▶ EXERCISE DIRECTIONS:
For each line below, print it again exactly as shown.

▶ Saved entries:
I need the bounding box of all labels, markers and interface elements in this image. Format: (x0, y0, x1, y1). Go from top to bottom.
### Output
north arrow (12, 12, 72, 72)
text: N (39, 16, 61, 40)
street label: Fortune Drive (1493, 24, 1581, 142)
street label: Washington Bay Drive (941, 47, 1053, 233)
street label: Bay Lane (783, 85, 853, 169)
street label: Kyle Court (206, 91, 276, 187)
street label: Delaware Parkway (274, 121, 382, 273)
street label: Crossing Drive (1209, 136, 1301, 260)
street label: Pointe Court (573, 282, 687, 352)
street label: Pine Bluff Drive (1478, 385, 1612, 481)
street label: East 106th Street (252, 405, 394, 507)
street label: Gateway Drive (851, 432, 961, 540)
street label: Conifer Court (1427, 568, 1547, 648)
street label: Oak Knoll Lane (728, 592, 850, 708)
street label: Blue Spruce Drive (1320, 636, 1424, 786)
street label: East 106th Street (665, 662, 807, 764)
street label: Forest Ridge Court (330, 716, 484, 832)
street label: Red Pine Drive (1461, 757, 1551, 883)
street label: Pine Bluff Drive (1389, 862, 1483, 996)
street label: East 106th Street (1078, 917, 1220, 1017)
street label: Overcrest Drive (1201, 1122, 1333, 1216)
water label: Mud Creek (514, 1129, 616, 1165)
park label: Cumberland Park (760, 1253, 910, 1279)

▶ ANSWER TO THE PROBLEM:
I need the bounding box of all labels, markers and interface elements in this image. Format: (x0, y0, x1, y1). Go from top to bottom.
### Output
north arrow (12, 12, 72, 72)
text: N (39, 16, 61, 40)
street label: Fortune Drive (1493, 24, 1581, 142)
street label: Washington Bay Drive (941, 47, 1053, 233)
street label: Bay Lane (783, 85, 853, 169)
street label: Kyle Court (206, 91, 276, 187)
street label: Delaware Parkway (274, 121, 382, 273)
street label: Crossing Drive (1209, 136, 1301, 260)
street label: Pointe Court (573, 282, 687, 352)
street label: Pine Bluff Drive (1478, 385, 1612, 481)
street label: East 106th Street (252, 405, 394, 507)
street label: Gateway Drive (851, 432, 961, 540)
street label: Conifer Court (1427, 568, 1547, 648)
street label: Oak Knoll Lane (728, 592, 850, 708)
street label: Blue Spruce Drive (1320, 636, 1424, 786)
street label: East 106th Street (665, 662, 807, 764)
street label: Forest Ridge Court (330, 716, 484, 832)
street label: Red Pine Drive (1461, 757, 1551, 883)
street label: Pine Bluff Drive (1389, 862, 1483, 996)
street label: East 106th Street (1078, 917, 1220, 1017)
street label: Overcrest Drive (1201, 1122, 1333, 1216)
water label: Mud Creek (514, 1129, 616, 1165)
park label: Cumberland Park (760, 1253, 910, 1279)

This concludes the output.